Friday, April 7, 2017

If only for a moment...

For a brief moment last night, the mainstream media became the press again.  They just reported the news as the United States launched missiles against a Syrian Air Base.  I am certain that they have returned to the current model of 1% news and 99% ever-so-slanted commentary, but it was refreshing to see reporters reporting again and the press being the press, if only for a moment.

Thursday, February 23, 2017

Where have my good friends Reason and a Sound Mind gone?

The qualities of reason and sound mind have left the country.  I would get out too if I knew what they did.  The sad thing is that I do know.

Our courts—United States of America courts—will be or perhaps are entertaining arguments about who has constitutional rights; specifically, do you even have to reside in the country to have right guaranteed under our constitution.  Many who live here and are not citizens have constitutional rights.  Whether that was the founder’s intent or not, the courts have said that they do.

But what about someone who is not a citizen and has never been to this nation—do they have constitutional rights?  On its face, it seems crazy, but the courts have ventured far beyond their legitimate domain in their recent findings concerning immigration and national security, so what’s a little more craziness on top of that?

Does someone in Afghanistan or western Kenya who would like to come to the United States have constitutional rights under the supreme law of our land?  Do two Ukrainian soldiers who get in a bar fight over the quality of the vodka have the right against self-incrimination and should we get them a court appointed lawyer if they can’t afford one?

I am trying hard to be facetious, but at this moment some attorney full of vigor but short of standing and legitimate argument is adding my last paragraph to his brief.  We have come to the brink of insanity and insanity—desiring to retain some dignity—will have nothing to do with us.

This is the question that I pose to those desiring to grant constitutional rights to anyone and everyone on the planet:

Why do you believe that a child still in the mother’s womb has no constitutional rights?  Is the membrane between the mother’s body and the world that awaits so much more substantial that an international boundary? 

It seems that somebody has already built a 30 foot wall but it is not on the Mexican border.

How can we consider it constitutional to kill a child that is 9 months old, within hours of delivery, because it has not entered the air breathing world in which we exist?

How can someone on the other side of the planet who made have only heard of America have rights that a child so close to delivery does not have?

Who has deported my good friends Reason, Sanity, and a Sound Mind?

May God have mercy upon us!

How I long for the days of the test pattern

The mute button on my television remote is almost worn out, and it is the most important among the dozens of functions that this small device performs.  Do we realize how far from any standard of reasonableness we have come in this country?  I speak now of the rush to condemn certain actions.

Bad things happen in this world.  Evil is still at work.  People do terrible things, but does the President of the United States really have to comment on all of them?  Why can’t the people of this nation be outraged enough at a desecration of something sacred without the help of the chief executive.  Instead of counting the minutes between the event and the eventual statement, could we not use our time and efforts to lend some support to the victims.  Perhaps we could have organized protests against the offenders, even if we have yet to find them.  That would at least satisfy our propensity to protest things that portend whatever doomsday the protesters see on the horizon.

Perhaps the real news is not how long was it before the President said something official and talking heads analyzed its sufficiency; but the real news is what is happening to catch the offenders?  Silly me—who wants to follow that story?  Who is helping with restoration?  Sorry, that will not pay the empaneled bank of consultants.  How can the common person who wants to be something other than outraged, actually do something to help?  C’mon, that’s a link on the website, not news.
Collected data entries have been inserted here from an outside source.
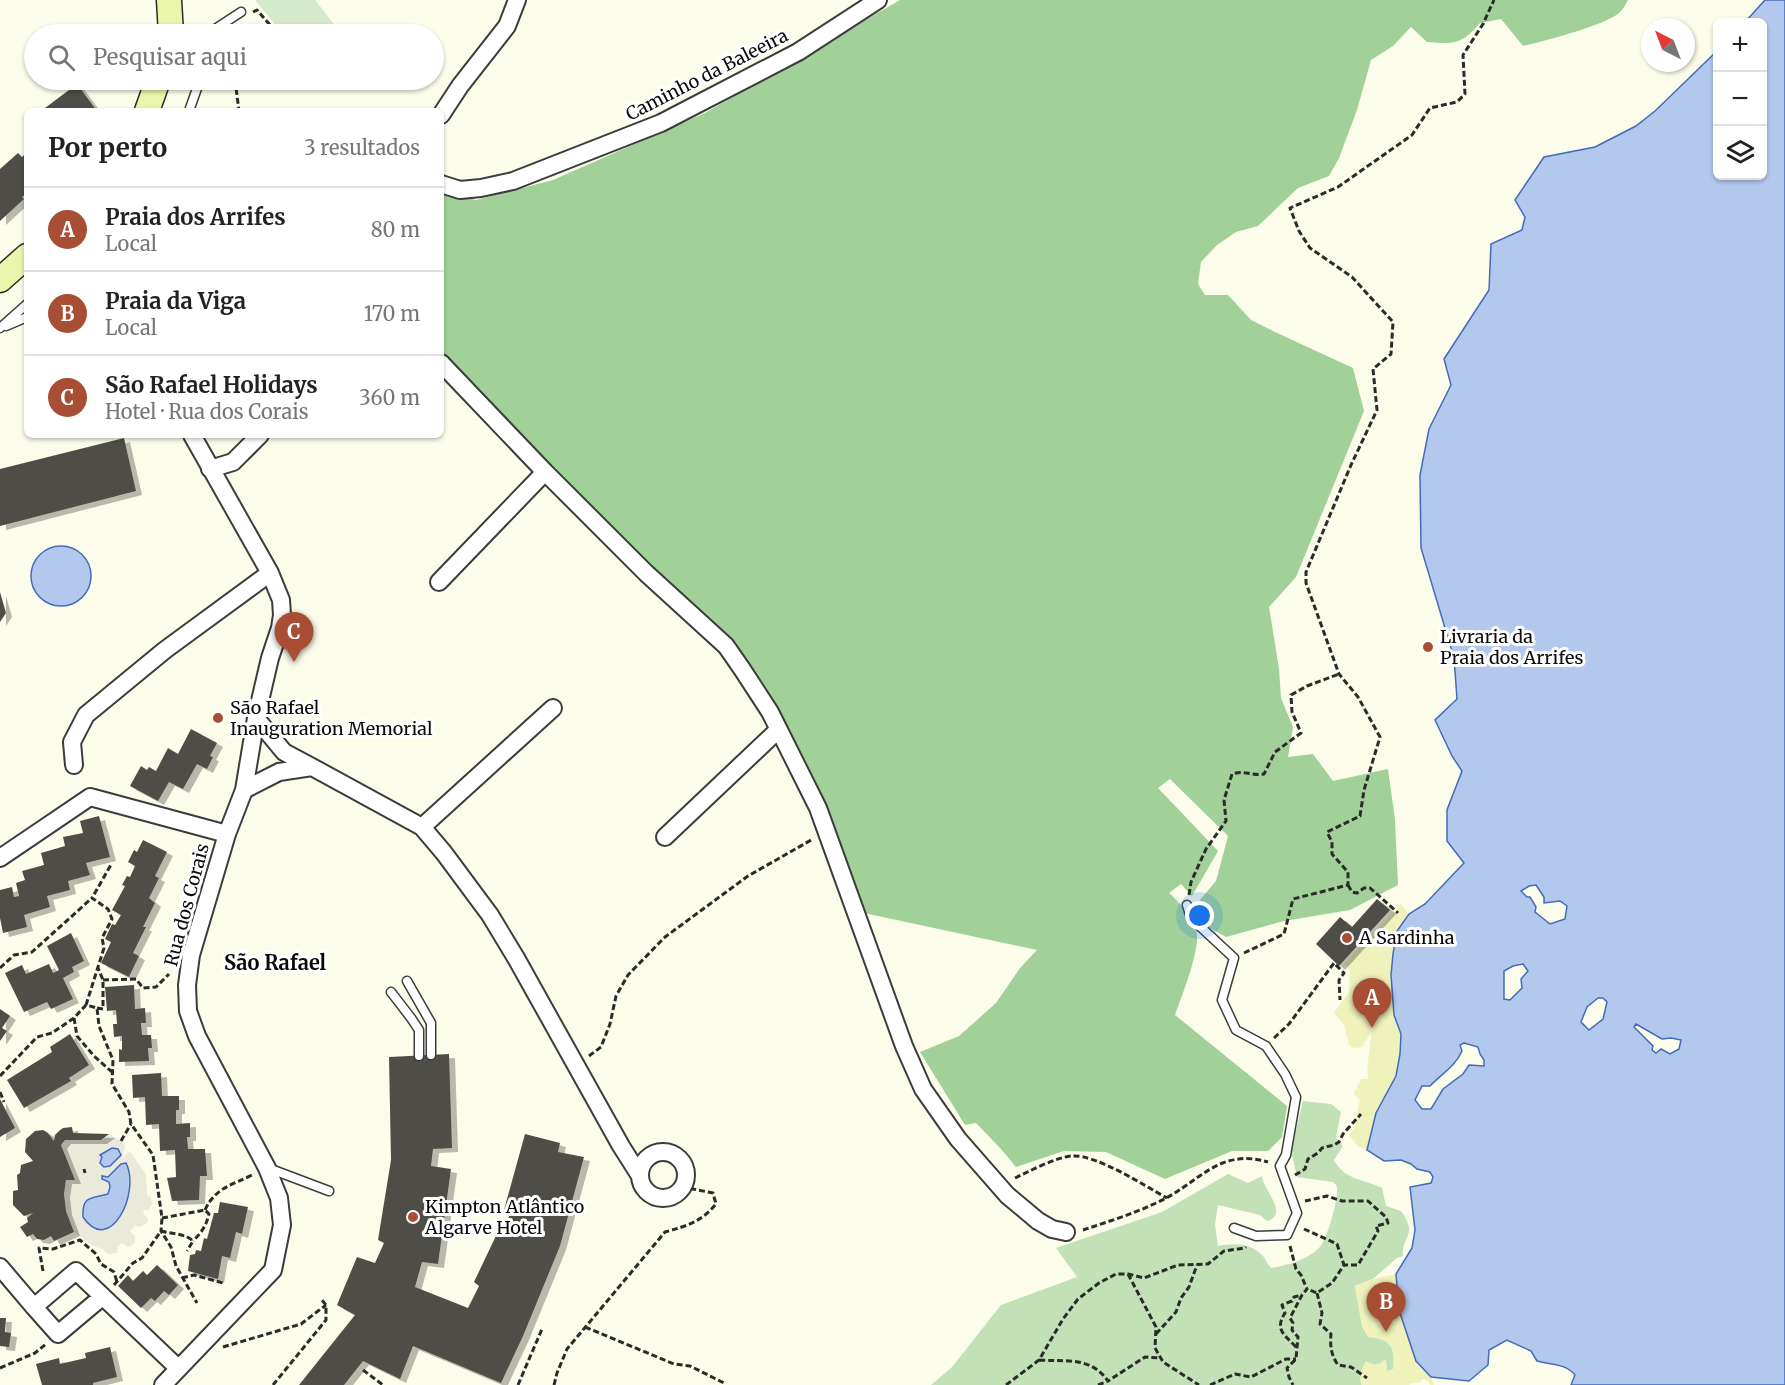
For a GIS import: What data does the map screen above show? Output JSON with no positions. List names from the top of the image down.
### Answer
{
  "streets": {
    "street": ["Caminho da Baleeira", "Rua dos Corais"]
  },
  "districts": ["São Rafael"],
  "places": [
    "Livraria da Praia dos Arrifes",
    "São Rafael Inauguration Memorial",
    "A Sardinha",
    "Kimpton Atlântico Algarve Hotel"
  ],
  "north": "top left",
  "page": {
    "map_buttons": ["+", "−"],
    "search": "Pesquisar aqui",
    "heading": ["Por perto", "3 resultados"],
    "list": [
      {
        "mark": "A",
        "name": "Praia dos Arrifes",
        "note": "Local",
        "value": "80 m"
      },
      {
        "mark": "B",
        "name": "Praia da Viga",
        "note": "Local",
        "value": "170 m"
      },
      {
        "mark": "C",
        "name": "São Rafael Holidays",
        "note": "Hotel · Rua dos Corais",
        "value": "360 m"
      }
    ],
    "pins": ["C", "A", "B"]
  }
}
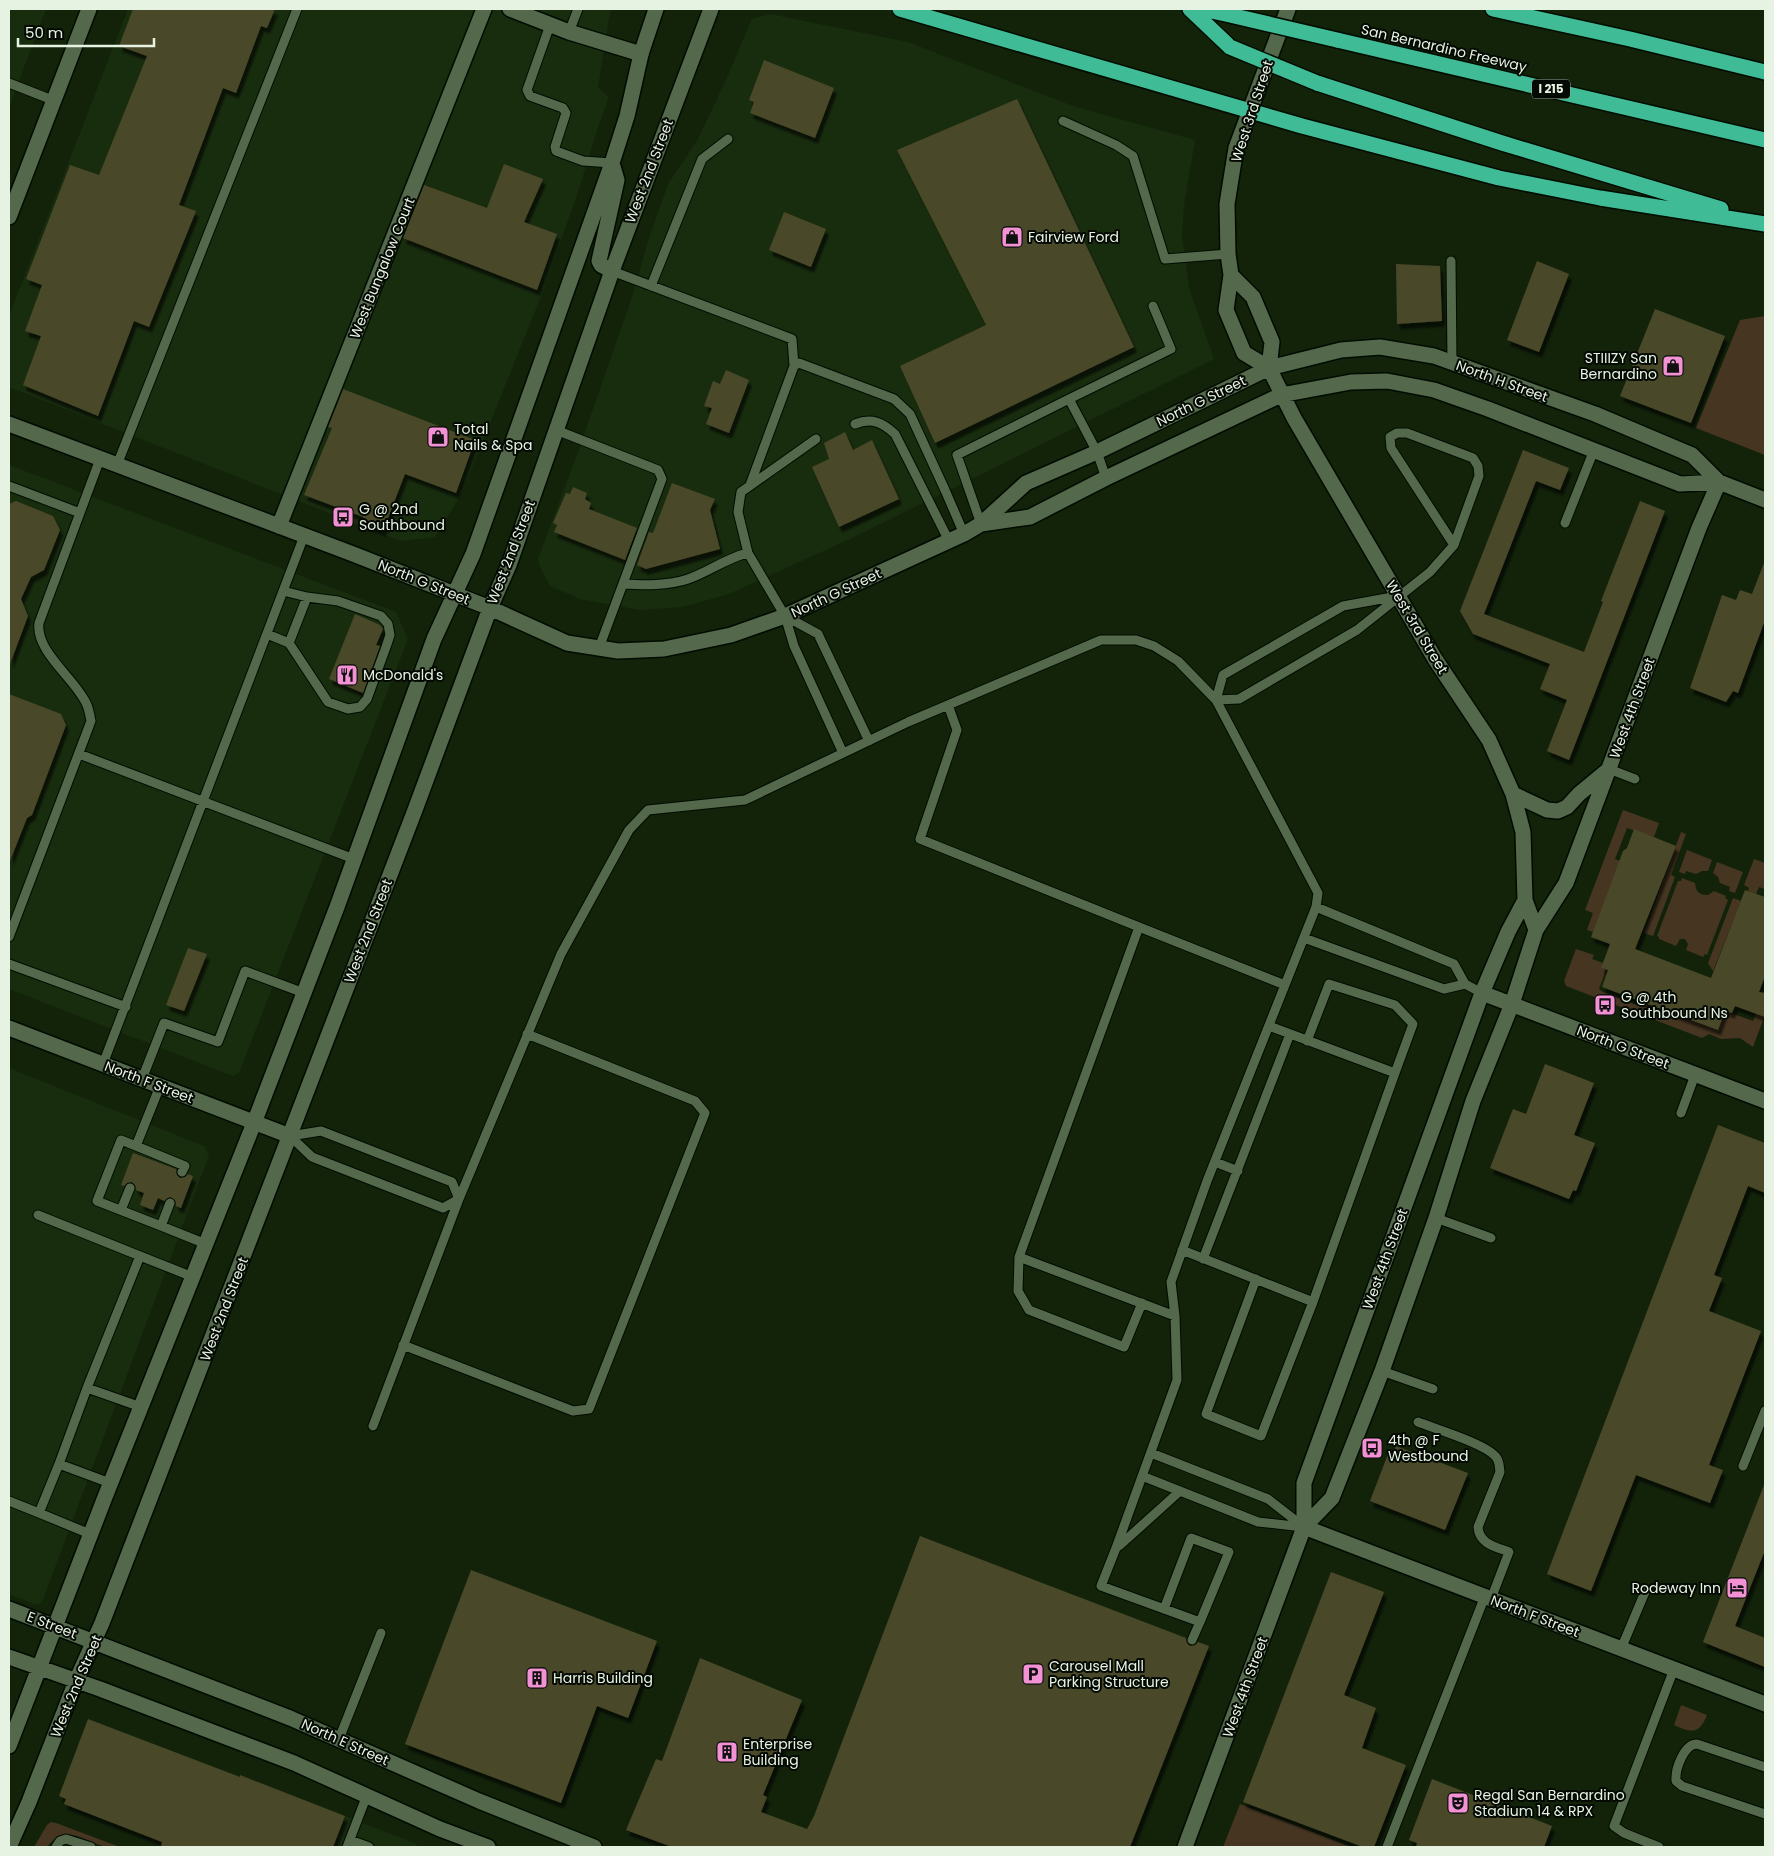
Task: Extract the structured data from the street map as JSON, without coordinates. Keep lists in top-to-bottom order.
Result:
{
  "streets": {
    "highway": ["San Bernardino Freeway", "I 215"],
    "main road": [
      "West 3rd Street",
      "West 2nd Street",
      "West Bungalow Court",
      "North H Street",
      "North G Street",
      "West 4th Street",
      "North F Street",
      "E Street",
      "North E Street"
    ]
  },
  "crossings": [
    ["West 3rd Street", "North H Street"],
    ["West 3rd Street", "North G Street"],
    ["West 3rd Street", "West 4th Street"],
    ["West 2nd Street", "North G Street"],
    ["West 2nd Street", "North F Street"],
    ["West 2nd Street", "E Street"],
    ["West 2nd Street", "North E Street"],
    ["West Bungalow Court", "North G Street"],
    ["North H Street", "North G Street"],
    ["North H Street", "West 4th Street"],
    ["North G Street", "West 4th Street"],
    ["West 4th Street", "North F Street"],
    ["E Street", "North E Street"]
  ],
  "places": {
    "shop": ["Fairview Ford", "STIIIZY San Bernardino", "Total Nails & Spa"],
    "bus stop": ["G @ 2nd Southbound", "G @ 4th Southbound Ns", "4th @ F Westbound"],
    "restaurant": ["McDonald's"],
    "hotel": ["Rodeway Inn"],
    "parking": ["Carousel Mall Parking Structure"],
    "building": ["Harris Building", "Enterprise Building"],
    "theatre": ["Regal San Bernardino Stadium 14 & RPX"]
  },
  "scale_bar": "50 m"
}
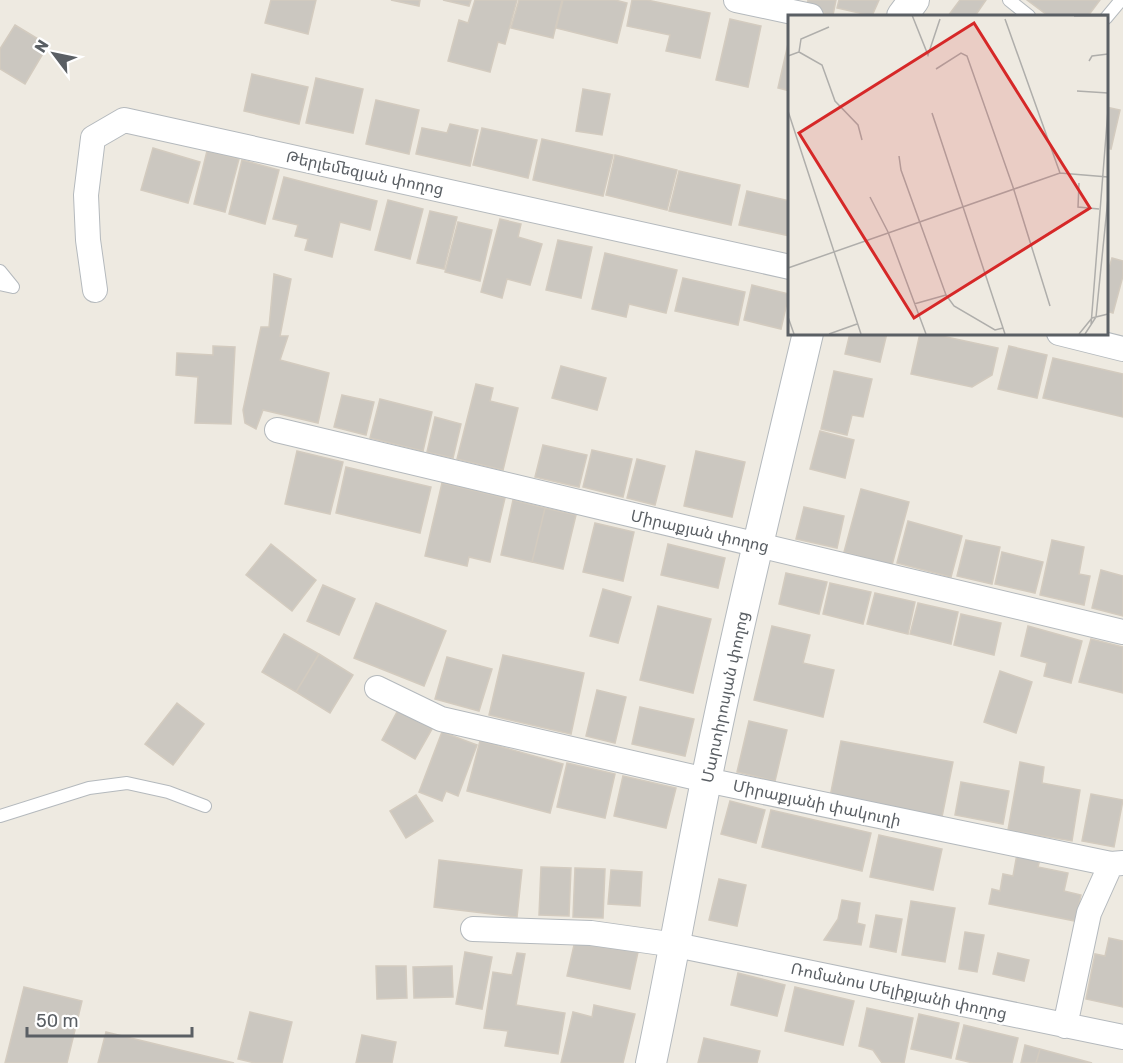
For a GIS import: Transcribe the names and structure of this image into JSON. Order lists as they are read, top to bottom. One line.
{"streets":{"street":["Թերլեմեզյան փողոց","Միրաքյան փողոց","Մարտիրոսյան փողոց","Միրաքյանի փակուղի","Ռոմանոս Մելիքյանի փողոց"]},"crossings":[["Միրաքյան փողոց","Մարտիրոսյան փողոց"],["Մարտիրոսյան փողոց","Միրաքյանի փակուղի"],["Մարտիրոսյան փողոց","Ռոմանոս Մելիքյանի փողոց"]],"scale_bar":"50 m","north":"top left"}
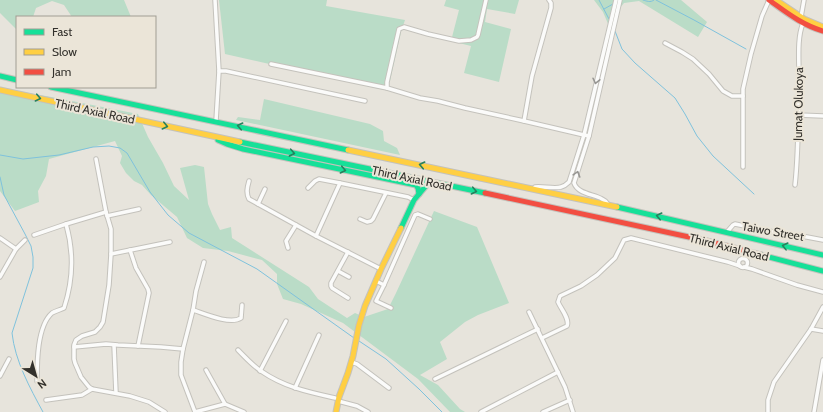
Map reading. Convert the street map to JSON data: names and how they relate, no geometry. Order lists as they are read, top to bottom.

Who is already doing something to help that deserves some recognition?  That surely won’t satisfy our appetite for criticism.

The 24-hour news cycle has created an epidemic of diarrhea of the mouth.  There are no new facts or tangible information going into the system but there is no slowdown on the outward flow of blarney.                                                                                                                        
For now, it’s just the mute button.  My next step will be to identify the sponsors of these broadcasts and boycott their products, and encourage others to do so.  I hope I do not have to write the eulogy for the press that once understood its privileged standing in this nation.  I am optimistic but not blind.  We as a nation crave blame and vitriol more than truth.  The media is simply our drug dealer.

How I long for that bygone day that when there was nothing more of substance to say, you stopped talking.  You stopped talking!  This small nugget of wisdom has surely been expunged from the journalism schools of our land.

Oh, how I long for the days of the test pattern that pronounced with certainty and even a little dignity that programming was completed for this day.


May God have mercy on our judgmental and cynical souls.  Heal us!

Friday, February 3, 2017

Darkness has come to America and we have embraced it.

Darkness has come to America and we have embraced it.  It is not Donald Trump.  It is not the protests that seem to pop up everywhere in response to everything.  It is not the media trying to fill a 24 hour a day news broadcast by manufacturing news out of nuance.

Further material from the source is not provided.